Key Experimental Results¶
Main Results¶
| Model | Citation | Award | Patent | Media | Code | Dataset | Model | Avg. |
|---|---|---|---|---|---|---|---|---|
| o4-mini | Moderate | Moderate | Moderate | Moderate | Moderate | Moderate | Moderate | ~65% |
| Qwen3-4B (base) | Low | Low | Low | Low | Low | Low | Low | ~55% |
| SFT-Qwen3-4B | High | High | High | High | High | High | High | Best |
Ablation Study¶
| Analysis Dimension | Result |
|---|---|
| Single-task vs. multi-task | Multi-task consistently outperforms single-task |
| Model scale | 4B SFT > 30B zero-shot |
| Difficulty across dimensions | Award and model download prediction are most difficult |
Key Findings¶
- Off-the-shelf LLMs exhibit high variance and cross-dimensional inconsistency in scientific impact prediction.
- Multi-task SFT consistently improves performance across all dimensions, enabling a 4B model to surpass o4-mini.
- Award prediction is the most challenging dimension, as award decisions involve non-content factors such as politics and social connections.
Highlights & Insights¶
- Expanding scientific impact from a single citation count to seven dimensions represents a significant conceptual contribution.
- The effectiveness of multi-task fine-tuning suggests the existence of transferable patterns across different impact dimensions.
- Coverage across 19 disciplines provides a foundation for cross-disciplinary comparative research.
Limitations & Future Work¶
- Contrastive pair construction relies on available metadata, leading to uneven data coverage.
- Predictions are based solely on textual content, without leveraging graph-structured information such as citation networks.
- Impact evolves over time; the current benchmark represents a static snapshot.
Related Work & Insights¶
- vs.
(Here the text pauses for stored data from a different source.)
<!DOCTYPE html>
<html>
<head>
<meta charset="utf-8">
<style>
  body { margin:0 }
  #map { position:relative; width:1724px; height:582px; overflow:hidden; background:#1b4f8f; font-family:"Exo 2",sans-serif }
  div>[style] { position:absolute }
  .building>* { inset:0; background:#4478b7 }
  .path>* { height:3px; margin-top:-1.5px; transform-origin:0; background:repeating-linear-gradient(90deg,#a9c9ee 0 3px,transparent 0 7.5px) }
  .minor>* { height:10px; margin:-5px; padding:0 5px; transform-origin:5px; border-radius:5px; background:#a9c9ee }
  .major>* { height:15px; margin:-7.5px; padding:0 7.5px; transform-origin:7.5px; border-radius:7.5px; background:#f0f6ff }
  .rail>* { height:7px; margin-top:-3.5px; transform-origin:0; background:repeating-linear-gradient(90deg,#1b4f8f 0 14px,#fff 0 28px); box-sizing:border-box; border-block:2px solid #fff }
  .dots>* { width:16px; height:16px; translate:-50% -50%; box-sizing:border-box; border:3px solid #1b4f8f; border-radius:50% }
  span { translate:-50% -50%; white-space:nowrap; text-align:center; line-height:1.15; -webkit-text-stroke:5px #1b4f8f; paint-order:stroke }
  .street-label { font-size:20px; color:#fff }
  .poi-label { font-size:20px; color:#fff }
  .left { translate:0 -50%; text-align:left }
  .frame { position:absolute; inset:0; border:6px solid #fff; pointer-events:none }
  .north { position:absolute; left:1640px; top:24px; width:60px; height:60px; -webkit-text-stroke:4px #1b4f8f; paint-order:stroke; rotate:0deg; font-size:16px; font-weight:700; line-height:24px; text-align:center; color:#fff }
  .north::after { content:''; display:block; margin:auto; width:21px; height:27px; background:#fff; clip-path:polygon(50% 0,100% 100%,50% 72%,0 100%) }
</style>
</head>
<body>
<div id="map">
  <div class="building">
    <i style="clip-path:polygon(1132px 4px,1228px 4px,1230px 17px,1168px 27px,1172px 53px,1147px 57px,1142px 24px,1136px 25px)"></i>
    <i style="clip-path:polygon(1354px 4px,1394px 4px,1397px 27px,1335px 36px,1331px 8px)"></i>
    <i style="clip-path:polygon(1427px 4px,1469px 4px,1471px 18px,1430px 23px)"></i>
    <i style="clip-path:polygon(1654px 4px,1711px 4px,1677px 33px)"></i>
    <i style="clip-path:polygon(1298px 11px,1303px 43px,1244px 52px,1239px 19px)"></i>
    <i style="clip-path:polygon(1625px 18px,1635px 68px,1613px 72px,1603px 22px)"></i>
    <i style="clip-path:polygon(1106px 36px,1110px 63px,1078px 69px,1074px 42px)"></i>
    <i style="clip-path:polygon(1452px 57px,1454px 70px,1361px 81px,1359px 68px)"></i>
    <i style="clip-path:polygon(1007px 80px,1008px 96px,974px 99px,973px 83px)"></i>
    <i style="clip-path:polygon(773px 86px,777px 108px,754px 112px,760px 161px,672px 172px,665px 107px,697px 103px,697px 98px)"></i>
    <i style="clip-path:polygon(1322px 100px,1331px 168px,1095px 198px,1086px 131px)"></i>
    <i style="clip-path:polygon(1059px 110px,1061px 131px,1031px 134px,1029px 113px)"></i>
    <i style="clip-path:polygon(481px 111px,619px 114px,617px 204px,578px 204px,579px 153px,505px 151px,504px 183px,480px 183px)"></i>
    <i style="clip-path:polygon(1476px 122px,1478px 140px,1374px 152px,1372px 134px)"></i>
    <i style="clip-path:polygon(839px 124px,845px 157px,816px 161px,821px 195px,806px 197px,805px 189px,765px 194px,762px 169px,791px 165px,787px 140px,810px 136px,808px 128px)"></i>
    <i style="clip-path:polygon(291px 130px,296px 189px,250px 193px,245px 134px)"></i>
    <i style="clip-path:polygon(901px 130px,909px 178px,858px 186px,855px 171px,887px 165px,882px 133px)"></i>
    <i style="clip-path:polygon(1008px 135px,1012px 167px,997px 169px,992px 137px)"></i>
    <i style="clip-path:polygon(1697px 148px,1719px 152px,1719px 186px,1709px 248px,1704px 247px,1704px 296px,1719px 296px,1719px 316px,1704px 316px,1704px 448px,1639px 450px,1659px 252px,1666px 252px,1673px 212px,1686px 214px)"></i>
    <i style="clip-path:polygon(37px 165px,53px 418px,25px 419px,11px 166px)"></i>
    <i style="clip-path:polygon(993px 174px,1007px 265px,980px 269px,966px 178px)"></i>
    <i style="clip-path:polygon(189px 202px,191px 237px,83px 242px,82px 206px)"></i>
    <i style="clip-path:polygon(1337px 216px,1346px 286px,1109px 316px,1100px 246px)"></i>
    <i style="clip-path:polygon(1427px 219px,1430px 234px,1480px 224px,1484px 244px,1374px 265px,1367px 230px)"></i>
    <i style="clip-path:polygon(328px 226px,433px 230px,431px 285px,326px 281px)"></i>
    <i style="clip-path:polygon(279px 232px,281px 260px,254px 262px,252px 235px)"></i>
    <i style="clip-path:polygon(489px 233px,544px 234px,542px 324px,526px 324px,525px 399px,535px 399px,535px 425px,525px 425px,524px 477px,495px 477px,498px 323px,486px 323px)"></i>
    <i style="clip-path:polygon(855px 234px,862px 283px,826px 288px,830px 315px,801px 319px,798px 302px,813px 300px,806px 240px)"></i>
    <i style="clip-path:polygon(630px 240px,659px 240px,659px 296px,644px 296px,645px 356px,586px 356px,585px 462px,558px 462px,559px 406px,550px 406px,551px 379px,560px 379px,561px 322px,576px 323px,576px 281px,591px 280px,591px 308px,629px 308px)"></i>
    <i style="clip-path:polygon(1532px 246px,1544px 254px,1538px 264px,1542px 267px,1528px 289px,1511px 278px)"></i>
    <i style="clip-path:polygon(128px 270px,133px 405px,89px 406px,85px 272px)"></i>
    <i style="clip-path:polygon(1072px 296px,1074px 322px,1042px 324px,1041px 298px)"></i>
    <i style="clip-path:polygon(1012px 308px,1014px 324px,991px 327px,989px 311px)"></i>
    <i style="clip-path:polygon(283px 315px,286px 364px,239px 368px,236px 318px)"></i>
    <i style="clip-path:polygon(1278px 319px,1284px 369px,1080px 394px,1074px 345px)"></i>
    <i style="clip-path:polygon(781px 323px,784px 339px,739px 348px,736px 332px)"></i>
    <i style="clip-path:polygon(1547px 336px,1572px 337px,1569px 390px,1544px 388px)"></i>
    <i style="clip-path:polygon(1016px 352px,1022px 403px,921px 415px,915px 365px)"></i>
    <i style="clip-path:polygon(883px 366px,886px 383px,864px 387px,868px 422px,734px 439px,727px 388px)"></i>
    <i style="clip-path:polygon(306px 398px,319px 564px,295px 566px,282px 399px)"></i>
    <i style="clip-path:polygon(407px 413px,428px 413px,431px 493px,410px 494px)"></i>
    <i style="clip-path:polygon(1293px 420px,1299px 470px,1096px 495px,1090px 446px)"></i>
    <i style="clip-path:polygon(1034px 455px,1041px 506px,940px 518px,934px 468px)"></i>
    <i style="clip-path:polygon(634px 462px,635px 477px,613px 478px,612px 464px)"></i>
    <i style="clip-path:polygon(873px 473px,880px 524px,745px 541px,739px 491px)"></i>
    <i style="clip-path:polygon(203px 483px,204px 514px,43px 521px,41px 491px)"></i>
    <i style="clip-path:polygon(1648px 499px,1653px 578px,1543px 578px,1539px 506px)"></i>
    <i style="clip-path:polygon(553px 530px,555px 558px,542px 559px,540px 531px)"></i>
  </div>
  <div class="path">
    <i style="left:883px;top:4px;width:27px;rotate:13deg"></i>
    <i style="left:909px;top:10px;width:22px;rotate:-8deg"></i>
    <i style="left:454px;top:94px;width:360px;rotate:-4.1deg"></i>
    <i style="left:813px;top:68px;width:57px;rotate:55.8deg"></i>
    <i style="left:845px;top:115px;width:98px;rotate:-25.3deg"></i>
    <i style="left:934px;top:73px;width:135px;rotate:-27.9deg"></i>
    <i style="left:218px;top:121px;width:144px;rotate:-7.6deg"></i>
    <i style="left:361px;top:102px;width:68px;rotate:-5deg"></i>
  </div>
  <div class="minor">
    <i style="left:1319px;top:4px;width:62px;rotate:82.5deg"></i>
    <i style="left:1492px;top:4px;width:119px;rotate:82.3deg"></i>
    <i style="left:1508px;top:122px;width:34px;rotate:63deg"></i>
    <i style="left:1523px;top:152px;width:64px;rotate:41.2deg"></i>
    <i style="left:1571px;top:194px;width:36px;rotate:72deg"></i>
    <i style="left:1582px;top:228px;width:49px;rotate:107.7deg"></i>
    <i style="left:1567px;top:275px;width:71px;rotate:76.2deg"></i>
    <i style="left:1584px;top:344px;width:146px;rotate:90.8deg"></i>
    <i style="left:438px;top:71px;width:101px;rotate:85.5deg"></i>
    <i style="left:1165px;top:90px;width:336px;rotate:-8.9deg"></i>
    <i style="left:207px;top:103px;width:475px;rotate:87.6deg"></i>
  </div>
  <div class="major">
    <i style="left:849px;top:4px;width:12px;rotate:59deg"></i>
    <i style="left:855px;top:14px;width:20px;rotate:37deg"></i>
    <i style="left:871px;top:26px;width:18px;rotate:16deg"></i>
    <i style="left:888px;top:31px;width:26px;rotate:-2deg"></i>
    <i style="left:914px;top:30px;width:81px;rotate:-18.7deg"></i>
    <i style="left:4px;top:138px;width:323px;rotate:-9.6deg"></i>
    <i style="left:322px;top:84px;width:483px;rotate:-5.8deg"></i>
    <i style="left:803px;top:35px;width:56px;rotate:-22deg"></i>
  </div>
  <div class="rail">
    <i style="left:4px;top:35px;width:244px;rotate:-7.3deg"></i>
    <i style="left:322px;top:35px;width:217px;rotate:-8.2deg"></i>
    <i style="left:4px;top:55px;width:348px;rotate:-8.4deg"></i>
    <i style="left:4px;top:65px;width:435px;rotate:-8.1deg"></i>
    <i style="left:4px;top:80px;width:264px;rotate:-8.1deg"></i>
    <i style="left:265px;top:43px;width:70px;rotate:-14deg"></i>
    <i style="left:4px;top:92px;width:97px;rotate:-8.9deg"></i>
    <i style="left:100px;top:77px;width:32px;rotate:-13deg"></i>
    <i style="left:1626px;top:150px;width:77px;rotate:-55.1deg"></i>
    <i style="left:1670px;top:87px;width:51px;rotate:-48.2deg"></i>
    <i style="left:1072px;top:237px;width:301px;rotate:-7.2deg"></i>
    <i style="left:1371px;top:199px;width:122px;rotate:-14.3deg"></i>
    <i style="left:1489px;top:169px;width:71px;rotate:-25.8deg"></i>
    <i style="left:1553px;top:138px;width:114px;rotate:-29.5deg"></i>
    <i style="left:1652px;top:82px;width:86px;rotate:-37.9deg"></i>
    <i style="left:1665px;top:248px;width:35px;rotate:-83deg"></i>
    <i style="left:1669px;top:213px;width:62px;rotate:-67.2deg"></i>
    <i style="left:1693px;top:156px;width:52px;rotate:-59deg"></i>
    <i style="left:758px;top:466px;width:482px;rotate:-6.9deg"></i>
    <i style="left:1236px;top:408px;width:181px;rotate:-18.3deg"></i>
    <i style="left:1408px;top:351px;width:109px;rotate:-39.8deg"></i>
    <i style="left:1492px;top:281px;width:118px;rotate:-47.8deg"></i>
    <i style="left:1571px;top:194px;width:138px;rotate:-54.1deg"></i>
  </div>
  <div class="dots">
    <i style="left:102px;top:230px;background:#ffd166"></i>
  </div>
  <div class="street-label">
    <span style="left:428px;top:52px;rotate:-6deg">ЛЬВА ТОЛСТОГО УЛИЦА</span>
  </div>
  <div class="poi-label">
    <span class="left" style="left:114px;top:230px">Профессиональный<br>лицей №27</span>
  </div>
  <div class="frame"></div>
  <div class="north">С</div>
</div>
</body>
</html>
SciSciNet: SciSciNet is a data lake; SciImpact is an evaluation benchmark — the two are complementary.
- vs. citation prediction work: This paper extends the prediction scope from citation counts to seven dimensions.
Rating¶
- Novelty: ⭐⭐⭐⭐ Multi-dimensional impact prediction benchmark with significant conceptual contribution.
- Experimental Thoroughness: ⭐⭐⭐⭐ Covers 11 models, 7 dimensions, and 19 fields comprehensively.
- Writing Quality: ⭐⭐⭐⭐ Data construction process is clearly and transparently described.
- Value: ⭐⭐⭐⭐ Provides a standardized evaluation tool for scientometrics.